2.6 LRP2 mutation signature predicating the efficacy of immunotherapy
In order to infer the potential role of LMS in predicating immunotherapy efficacy, we calculated the IPS in pan-cancer patients. The results indicated that high LMS was associated with higher IPS compared with low LMS score (Fig.6A). Then, we compared the difference of TIDE between high LMS group and low LMS group in UCEC, SKCM, and COAD. The results also showed that patients in high LMS group had higher immune dysfunction, and low TIDE and immune exclusion level than those in low LMS group (Fig.S10A-C), suggesting the potential better responses to immunotherapy.

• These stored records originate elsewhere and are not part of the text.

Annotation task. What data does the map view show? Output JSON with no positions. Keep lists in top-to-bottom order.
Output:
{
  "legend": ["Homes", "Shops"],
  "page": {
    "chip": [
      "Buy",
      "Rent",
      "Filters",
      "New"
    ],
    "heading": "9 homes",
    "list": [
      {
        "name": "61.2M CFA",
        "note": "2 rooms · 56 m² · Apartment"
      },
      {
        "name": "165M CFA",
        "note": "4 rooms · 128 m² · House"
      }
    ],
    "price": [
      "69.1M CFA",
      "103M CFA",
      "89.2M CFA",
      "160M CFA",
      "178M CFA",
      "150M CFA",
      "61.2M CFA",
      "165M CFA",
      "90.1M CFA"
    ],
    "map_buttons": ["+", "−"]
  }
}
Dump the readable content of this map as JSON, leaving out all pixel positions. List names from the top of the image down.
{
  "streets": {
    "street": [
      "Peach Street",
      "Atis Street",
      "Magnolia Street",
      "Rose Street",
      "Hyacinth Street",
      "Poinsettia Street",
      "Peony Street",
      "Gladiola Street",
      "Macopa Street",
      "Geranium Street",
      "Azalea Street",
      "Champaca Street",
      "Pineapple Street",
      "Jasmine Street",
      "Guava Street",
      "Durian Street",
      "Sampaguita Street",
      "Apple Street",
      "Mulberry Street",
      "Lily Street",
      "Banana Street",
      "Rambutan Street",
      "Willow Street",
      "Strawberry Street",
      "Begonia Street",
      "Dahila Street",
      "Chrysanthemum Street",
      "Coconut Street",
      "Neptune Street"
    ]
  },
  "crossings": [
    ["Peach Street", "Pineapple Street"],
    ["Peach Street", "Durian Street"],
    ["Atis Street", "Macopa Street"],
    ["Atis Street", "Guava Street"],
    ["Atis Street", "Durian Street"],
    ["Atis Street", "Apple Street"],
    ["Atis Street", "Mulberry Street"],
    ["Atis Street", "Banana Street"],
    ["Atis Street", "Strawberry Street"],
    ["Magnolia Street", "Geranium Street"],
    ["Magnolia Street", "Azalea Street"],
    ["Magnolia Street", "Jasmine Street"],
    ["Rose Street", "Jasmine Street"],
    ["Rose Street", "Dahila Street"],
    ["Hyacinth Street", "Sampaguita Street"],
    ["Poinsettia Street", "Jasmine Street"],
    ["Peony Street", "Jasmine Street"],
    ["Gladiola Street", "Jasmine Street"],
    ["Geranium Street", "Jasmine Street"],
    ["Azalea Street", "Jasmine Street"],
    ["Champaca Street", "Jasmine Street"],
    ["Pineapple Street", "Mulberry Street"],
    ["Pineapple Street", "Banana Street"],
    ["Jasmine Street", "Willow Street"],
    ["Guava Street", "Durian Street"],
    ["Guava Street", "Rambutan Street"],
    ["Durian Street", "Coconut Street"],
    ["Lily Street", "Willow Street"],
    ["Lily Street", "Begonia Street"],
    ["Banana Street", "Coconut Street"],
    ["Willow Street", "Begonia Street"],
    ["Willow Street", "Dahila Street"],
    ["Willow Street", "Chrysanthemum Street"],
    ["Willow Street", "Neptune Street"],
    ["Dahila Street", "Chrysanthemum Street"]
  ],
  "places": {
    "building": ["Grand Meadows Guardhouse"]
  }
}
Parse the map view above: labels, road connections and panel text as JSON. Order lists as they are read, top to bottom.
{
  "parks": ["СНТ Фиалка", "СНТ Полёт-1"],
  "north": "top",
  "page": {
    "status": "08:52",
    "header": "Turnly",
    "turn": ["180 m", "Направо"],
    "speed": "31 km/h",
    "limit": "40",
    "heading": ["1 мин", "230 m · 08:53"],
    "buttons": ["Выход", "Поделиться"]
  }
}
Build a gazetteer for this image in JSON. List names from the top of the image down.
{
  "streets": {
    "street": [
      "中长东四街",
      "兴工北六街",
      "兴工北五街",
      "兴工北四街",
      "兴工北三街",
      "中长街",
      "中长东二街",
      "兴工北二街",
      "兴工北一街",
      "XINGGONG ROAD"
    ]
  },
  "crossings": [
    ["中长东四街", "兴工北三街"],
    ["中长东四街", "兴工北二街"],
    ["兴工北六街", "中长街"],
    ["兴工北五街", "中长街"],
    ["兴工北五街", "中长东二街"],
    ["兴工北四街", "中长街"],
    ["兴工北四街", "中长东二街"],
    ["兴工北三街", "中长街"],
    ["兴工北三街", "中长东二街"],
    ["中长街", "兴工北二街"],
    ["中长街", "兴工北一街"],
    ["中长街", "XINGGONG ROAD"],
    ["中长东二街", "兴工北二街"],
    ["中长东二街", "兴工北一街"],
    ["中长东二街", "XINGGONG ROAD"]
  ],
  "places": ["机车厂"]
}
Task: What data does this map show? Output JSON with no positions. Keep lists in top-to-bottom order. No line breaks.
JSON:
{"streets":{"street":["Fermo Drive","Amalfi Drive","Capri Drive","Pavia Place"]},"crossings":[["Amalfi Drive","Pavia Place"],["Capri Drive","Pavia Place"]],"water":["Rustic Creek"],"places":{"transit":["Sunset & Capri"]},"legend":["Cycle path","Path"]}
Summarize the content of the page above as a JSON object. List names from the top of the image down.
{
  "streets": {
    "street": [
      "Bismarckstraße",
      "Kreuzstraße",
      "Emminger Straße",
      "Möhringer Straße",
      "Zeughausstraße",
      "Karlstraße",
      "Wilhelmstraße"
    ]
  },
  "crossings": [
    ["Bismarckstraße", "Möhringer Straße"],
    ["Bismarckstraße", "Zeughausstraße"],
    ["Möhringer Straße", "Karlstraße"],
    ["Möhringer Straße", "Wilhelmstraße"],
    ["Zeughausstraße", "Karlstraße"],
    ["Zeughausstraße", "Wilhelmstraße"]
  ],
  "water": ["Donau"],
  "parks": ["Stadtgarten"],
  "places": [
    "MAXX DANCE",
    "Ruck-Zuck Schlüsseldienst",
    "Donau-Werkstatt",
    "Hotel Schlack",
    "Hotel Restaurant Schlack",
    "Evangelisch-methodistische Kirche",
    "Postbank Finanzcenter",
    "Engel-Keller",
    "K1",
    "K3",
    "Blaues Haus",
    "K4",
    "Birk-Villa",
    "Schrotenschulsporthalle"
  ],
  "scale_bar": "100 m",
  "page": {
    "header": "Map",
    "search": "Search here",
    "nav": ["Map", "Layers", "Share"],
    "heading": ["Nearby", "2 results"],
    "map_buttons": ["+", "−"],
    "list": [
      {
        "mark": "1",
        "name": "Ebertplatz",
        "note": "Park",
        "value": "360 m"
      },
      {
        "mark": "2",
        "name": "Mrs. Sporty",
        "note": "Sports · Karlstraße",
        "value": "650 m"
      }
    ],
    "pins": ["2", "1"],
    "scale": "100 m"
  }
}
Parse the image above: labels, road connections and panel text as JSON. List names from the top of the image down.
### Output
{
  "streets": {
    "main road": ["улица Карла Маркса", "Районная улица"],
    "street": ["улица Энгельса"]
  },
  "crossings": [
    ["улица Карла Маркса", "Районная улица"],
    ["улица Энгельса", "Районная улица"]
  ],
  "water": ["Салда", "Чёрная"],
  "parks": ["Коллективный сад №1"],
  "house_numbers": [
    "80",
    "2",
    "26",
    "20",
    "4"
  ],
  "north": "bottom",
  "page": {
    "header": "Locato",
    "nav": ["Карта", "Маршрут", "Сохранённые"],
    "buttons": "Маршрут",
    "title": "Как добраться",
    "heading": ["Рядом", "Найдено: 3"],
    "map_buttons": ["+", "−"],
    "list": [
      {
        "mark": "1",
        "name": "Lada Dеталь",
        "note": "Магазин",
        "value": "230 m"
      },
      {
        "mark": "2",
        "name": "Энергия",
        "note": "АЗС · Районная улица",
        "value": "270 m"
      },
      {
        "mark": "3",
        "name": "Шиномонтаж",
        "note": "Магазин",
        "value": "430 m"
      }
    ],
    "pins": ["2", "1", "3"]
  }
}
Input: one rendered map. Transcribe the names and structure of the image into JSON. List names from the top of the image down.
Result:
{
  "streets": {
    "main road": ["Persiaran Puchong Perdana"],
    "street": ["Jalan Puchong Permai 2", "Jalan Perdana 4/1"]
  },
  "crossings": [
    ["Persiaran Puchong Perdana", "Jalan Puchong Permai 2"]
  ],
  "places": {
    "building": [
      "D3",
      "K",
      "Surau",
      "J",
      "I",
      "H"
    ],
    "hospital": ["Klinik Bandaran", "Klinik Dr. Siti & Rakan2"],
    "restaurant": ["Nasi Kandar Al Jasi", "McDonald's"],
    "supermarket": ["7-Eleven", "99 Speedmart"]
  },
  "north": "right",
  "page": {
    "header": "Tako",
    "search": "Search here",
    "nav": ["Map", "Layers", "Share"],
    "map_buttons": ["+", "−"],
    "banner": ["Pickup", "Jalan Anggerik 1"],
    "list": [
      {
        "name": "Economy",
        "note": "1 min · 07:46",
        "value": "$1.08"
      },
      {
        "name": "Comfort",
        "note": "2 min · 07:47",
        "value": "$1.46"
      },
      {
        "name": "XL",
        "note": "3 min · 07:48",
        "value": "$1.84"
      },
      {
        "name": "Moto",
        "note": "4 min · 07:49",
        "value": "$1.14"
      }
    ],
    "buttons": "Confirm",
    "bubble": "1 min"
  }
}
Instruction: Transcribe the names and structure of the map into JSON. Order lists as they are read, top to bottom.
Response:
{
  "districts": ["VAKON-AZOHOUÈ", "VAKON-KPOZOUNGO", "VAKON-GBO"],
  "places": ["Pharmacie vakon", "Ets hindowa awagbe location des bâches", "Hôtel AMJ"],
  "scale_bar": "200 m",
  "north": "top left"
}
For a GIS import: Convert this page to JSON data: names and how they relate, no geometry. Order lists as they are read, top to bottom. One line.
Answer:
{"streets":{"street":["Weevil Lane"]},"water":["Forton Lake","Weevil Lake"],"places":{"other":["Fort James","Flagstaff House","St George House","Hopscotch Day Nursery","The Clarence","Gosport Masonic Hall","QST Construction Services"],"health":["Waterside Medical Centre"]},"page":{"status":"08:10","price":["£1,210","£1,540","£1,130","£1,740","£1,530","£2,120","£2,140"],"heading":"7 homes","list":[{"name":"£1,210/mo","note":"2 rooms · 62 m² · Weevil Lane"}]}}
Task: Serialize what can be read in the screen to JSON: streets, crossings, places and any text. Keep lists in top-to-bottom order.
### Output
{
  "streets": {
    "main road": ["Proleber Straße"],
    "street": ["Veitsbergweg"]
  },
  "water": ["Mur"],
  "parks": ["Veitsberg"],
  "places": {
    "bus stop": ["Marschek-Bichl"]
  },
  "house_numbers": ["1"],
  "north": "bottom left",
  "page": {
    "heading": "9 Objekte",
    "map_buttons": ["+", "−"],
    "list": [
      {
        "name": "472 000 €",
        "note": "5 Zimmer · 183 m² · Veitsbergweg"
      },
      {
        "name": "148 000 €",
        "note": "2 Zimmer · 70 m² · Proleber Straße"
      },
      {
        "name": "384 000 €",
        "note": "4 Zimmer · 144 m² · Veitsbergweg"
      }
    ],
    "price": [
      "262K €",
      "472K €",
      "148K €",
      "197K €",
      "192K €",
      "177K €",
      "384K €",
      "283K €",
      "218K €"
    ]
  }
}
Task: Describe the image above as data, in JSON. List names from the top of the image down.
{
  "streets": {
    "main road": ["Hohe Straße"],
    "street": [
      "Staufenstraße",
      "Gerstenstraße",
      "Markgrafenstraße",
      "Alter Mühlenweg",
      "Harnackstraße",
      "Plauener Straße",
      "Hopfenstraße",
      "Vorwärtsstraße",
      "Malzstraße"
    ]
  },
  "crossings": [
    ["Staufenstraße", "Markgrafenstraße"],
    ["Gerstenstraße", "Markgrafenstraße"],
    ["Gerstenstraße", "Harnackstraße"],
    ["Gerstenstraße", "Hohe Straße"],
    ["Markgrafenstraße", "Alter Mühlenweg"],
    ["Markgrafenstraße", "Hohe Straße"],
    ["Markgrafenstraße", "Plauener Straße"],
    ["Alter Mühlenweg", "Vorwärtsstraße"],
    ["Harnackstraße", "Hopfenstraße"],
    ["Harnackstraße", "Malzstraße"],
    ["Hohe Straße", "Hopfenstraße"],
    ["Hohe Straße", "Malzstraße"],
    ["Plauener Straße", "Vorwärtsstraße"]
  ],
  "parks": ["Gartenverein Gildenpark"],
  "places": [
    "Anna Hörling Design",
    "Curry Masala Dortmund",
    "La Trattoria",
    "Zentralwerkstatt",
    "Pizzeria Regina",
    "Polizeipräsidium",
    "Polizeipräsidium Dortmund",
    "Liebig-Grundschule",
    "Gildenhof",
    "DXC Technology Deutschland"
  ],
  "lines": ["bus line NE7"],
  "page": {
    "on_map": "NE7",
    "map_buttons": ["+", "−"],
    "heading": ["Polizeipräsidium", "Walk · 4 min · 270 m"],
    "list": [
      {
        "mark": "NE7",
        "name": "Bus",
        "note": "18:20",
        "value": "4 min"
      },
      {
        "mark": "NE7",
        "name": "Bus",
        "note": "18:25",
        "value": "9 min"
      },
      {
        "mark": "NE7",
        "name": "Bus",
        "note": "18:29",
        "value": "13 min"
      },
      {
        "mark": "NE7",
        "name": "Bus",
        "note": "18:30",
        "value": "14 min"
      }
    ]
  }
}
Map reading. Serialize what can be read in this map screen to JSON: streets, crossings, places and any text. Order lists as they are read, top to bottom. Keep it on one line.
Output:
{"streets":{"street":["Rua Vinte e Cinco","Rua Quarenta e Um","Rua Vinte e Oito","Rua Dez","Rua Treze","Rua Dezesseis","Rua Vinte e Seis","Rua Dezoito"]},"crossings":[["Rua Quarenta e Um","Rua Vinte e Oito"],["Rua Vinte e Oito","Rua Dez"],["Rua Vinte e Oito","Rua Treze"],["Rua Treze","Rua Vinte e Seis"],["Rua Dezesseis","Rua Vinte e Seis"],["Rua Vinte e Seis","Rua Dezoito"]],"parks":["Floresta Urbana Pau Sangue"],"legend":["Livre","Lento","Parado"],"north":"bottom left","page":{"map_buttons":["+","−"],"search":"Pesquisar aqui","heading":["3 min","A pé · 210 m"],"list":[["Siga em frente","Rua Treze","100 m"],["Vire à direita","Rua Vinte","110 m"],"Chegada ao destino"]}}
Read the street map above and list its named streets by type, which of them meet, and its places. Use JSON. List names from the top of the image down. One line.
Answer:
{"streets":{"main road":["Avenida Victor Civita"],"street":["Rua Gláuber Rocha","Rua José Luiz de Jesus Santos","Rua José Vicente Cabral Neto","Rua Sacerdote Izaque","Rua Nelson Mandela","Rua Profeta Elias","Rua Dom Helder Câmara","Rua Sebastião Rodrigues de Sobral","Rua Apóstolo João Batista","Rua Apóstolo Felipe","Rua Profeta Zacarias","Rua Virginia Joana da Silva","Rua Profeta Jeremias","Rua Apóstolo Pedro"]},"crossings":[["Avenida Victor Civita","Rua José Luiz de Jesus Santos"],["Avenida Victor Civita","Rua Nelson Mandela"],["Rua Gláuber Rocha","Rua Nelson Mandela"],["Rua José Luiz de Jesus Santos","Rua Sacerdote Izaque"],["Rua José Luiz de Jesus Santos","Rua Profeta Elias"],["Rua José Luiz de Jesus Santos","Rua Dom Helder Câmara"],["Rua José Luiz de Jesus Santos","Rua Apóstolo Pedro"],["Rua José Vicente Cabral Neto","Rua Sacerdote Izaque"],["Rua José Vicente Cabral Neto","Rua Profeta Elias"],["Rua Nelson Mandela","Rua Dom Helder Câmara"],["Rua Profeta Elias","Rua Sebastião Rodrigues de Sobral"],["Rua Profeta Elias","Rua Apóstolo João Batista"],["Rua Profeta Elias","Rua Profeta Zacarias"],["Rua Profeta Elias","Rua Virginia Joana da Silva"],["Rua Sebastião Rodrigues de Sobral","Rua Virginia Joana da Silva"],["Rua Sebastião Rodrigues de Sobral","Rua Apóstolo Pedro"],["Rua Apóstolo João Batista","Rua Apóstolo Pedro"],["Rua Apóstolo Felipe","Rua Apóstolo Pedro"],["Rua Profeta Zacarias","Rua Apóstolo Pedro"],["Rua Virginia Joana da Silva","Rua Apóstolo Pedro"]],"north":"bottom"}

Finally, to validate the predictive ability of LMS in immunotherapy, we analyzed all experimental studies on immunotherapy on the TIDE platform. According to the inclusion criteria, a total of 307 patients from 8 studies were included for further analysis (Table.S5). Then, we performed a meta-analysis, and the results showed that patients in high LMS group had higher response rate than those in low LMS group (OR 1.55. 95% CI 1.16-2.08, p=0.003) (Fig.6B). The funnel plot confirmed the reliability of the results (Fig.6C). Then, we included two studies to evaluate the association of LMS with clinical response to immunotherapy and prognosis. In the cohort of Gide et al, the high LMS score was associated with a better clinical response to immunotherapy (chi-square test, p<0.001) (Fig.6D). Survival analysis exhibited that patients with high LMS score had better prognosis than those with low LMS score (log-rank test, p=0.044) (Fig.6E). In the IMvigor210 cohort, the proportion of responders (CR/PR) was higher in the high LMS group than in low LMS score group (chi-square test, p < 0.05) (Fig.6F). Survival analysis also confirmed that patients with high LMS score had better prognosis than those with low LMS score (log-rank test, p=0.030) (Fig.6G). The ROC curve demonstrated that the survival AUC were 0.895, and 0.584 in Gide and IMvigor210 cohort, respectively, indicating a high accuracy of the model (Fig.6H).